Exercise details:
Where the string "order" occurs in a line of the data below, that line should be copied.

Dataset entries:
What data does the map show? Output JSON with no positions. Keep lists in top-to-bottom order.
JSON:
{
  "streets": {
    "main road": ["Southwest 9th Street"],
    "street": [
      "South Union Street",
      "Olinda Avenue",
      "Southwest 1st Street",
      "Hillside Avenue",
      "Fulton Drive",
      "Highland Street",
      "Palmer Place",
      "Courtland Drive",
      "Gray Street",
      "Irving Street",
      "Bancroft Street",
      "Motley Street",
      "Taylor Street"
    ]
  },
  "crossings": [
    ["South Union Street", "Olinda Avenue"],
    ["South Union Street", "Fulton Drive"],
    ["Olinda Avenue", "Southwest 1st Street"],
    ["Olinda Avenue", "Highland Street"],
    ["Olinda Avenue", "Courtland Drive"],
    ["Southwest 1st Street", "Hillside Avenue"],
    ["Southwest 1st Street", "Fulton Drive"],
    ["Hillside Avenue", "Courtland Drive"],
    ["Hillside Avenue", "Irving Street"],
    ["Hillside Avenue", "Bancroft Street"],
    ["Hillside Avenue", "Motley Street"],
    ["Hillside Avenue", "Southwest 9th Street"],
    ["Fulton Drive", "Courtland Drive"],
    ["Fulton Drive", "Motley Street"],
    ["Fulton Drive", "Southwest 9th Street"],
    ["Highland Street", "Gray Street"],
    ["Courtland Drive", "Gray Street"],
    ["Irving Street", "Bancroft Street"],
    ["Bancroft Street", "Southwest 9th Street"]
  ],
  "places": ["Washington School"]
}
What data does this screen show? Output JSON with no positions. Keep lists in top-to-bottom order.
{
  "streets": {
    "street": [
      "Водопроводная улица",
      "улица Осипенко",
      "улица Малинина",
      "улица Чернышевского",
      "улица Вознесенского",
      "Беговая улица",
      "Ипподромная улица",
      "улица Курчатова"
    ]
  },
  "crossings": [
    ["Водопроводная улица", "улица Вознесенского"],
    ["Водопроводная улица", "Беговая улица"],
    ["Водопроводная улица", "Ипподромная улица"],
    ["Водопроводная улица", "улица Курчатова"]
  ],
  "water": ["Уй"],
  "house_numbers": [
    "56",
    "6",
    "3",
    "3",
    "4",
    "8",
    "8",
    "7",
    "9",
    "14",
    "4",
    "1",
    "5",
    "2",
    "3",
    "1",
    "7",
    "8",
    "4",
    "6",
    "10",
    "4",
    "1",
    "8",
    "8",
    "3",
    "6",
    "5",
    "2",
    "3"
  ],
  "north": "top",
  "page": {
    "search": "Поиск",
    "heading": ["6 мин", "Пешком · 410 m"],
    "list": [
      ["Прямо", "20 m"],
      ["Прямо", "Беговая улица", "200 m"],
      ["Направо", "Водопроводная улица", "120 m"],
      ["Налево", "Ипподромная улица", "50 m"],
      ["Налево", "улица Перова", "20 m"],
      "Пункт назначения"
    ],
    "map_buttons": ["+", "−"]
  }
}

Output:
What data does the map show? Output JSON with no positions. Keep lists in top-to-bottom order.
What data does this screen show? Output JSON with no positions. Keep lists in top-to-bottom order.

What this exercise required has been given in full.